El domingo es el día de fiesta para todo quisqui, incluído para mis padres, cosa que ya es rara por sí misma. Sólo os diré que hoy nos hemos levantado a la una menos cuarto TODOS (éste factor es el responsable de que esté aquí escribiendo y rayándome la quijotera de no muy agraciada manera). Como cada domingo, a mi madre no le ha salido del chiripitifláutico de guisar nada. ¿Resultados de éste emperramiento adulto? Dos: Llamar al telepizza de marras o ir a un lugar de mala muerte a que nos hagan unos "deliciosísimos" pollos a last (no sé cómo carajo se escribe, mis queridos drugos) con unas patatas más llenas de aceite que un conservador machista.

Si a todo esto le sumamos que mi madre trajo el otro día del bar unas SEÑORAS PERAS (más grandes que mi mano), que mi padre (gaditano como nadie) se emperra en ver todo el santo día los carnavales de "cái", la cosa se iba de lo paranormal.

Cuando ya nos hemos zampado los pollos (qué mal suena esto), tocaba la fruta. Yo, como nunca como fruta, a no ser que esté enfermo, pues me espatarré en el sofá, viendo una peliculilla de la infumable Sandrah Bullock en Timotena 3. Mi madre trajo una incredi-pera y se la dio a mi sister menor. Ésta se la zampa y dice que quiere más (así de "alimentada" está la cría).
- Ve a buscarla tú, que ya eres mayor - le contesta mi madre. Total, tiene ocho años, es mayor ya, pero no tanto como yo xD (uy, esto de cumplir los 18 viene con demasiados delirios de grandeza; tendré que ir a que me reparen la quijotera).
Total, que mi sister menor va a la cocina a buscar un par de incredi-peras.

JUSTO en el momento en el que mi hermana pisaba la cocina, mi entorno se detuvo y viví una experiencia similar al "tiempo-bala" de Matrix. En ese "tiempo-bala", me levanté del sofá, lo más rápido que pude y corrí hacia mi silla. Algo me decía que iba a contemplar un espectáculo sin precedentes. Ya estaba sentado en la silla y el "tiempo-bala" continuaba. De repente veo que mi hermana va saliendo de la cocina, con dos incredi-peras en su mano. Cuando agarró el pomo de la puerta, dispuesta a cerrarla, en mi quijotera empezó a sonar la novena sinfonía de Beethoven.
- ¿Qué me ocurre? - me pregunté - Ésto no es normal.

El "tiempo-bala" continuaba, junto con la novena de Beethoven.

Mi hermana estaba cerrando la puerta cuando en un trágico y erróneo movimiento de pies, resbala y cae de espaldas.

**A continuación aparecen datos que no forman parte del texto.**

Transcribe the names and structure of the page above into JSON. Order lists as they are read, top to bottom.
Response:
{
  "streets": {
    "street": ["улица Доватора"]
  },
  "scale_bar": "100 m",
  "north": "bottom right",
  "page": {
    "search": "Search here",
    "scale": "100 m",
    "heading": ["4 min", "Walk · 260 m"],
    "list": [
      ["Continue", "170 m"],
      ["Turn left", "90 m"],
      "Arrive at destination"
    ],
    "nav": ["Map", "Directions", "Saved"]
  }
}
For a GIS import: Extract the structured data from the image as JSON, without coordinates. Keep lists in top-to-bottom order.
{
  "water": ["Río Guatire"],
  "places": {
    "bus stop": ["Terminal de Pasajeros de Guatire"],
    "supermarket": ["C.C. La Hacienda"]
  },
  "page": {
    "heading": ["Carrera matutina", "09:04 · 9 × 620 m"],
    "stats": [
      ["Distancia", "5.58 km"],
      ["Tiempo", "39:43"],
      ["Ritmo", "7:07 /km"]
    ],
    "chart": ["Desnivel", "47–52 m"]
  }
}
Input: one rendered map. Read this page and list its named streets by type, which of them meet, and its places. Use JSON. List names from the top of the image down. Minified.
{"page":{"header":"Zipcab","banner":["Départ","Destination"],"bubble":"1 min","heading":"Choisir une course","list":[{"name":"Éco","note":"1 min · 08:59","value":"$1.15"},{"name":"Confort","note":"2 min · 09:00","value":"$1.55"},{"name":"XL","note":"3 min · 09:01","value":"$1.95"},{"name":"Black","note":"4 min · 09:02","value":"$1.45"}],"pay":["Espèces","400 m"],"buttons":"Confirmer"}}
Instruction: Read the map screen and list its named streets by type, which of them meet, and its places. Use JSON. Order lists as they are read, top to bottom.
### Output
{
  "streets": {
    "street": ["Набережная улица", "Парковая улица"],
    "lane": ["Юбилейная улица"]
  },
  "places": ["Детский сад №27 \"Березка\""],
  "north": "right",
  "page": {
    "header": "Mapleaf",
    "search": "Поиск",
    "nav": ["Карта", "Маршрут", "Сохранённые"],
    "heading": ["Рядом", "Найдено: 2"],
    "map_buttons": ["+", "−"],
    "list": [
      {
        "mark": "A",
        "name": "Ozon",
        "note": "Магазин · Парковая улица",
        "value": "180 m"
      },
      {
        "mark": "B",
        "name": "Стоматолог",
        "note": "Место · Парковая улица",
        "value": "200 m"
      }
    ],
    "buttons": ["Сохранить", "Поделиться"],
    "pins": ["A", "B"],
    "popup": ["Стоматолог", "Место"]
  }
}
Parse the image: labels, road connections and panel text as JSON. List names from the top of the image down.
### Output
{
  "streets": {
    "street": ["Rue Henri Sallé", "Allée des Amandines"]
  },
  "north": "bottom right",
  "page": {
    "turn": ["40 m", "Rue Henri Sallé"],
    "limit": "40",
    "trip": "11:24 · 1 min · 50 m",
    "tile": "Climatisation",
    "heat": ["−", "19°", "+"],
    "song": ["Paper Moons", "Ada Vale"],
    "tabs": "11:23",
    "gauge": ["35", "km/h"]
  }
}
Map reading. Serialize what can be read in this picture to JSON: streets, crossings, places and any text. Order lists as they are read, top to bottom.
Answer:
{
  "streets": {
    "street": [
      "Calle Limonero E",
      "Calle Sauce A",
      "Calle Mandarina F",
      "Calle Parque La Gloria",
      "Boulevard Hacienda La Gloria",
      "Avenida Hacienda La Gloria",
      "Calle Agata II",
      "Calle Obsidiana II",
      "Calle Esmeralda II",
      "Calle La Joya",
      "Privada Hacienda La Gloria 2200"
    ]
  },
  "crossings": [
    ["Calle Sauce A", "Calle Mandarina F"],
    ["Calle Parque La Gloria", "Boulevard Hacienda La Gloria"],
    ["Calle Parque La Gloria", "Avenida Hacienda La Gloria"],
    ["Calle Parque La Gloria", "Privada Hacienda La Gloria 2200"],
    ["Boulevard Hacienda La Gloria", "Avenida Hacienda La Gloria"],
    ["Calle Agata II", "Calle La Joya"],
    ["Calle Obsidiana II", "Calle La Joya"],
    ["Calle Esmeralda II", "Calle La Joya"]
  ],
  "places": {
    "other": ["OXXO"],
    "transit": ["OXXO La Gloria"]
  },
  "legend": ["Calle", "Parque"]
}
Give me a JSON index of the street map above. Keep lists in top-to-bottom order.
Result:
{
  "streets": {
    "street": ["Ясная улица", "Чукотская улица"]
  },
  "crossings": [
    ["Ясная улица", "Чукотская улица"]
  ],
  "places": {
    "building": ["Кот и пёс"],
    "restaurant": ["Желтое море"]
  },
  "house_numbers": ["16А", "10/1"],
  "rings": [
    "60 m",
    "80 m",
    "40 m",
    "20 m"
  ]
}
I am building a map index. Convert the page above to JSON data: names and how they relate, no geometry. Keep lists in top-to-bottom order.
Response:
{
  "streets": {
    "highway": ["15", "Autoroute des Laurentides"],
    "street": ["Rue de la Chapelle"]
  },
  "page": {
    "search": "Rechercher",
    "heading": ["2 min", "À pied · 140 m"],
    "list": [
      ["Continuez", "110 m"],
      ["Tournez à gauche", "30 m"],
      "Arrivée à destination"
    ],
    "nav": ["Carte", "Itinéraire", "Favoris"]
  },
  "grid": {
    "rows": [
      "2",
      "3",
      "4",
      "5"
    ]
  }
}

Por primera vez vi a una hermana volar, mientras ella abría la boca poco a poco y levantaba las manos.

El "tiempo-bala" continuaba, la novena también.

No sé qué diantres hizo mi hermana para que su pie derecho se colocase debajo de su trasero y provocarse un esguinze. ¡Pummmmm! Finalmente, la sister cayó y las incredi-peras que tenía agarradas se le cayó encima. Todo lo que había en mi quijotera cesó y mi hermana empezó a llorar. Mi padre, sobresaltado y soltando continuamente "me cagondiez, me cagondiez" se levantó de la silla y cogió a mi hermana. Mi otra hermana se partía el culo. Mi madre estaba en el limbo. ¿Yo? Pegándole patadas a mi perra mientras gruñía.

1 comentarios:

  1. La última frase me parece magistral.¡Deja al chucho en paz,hombre!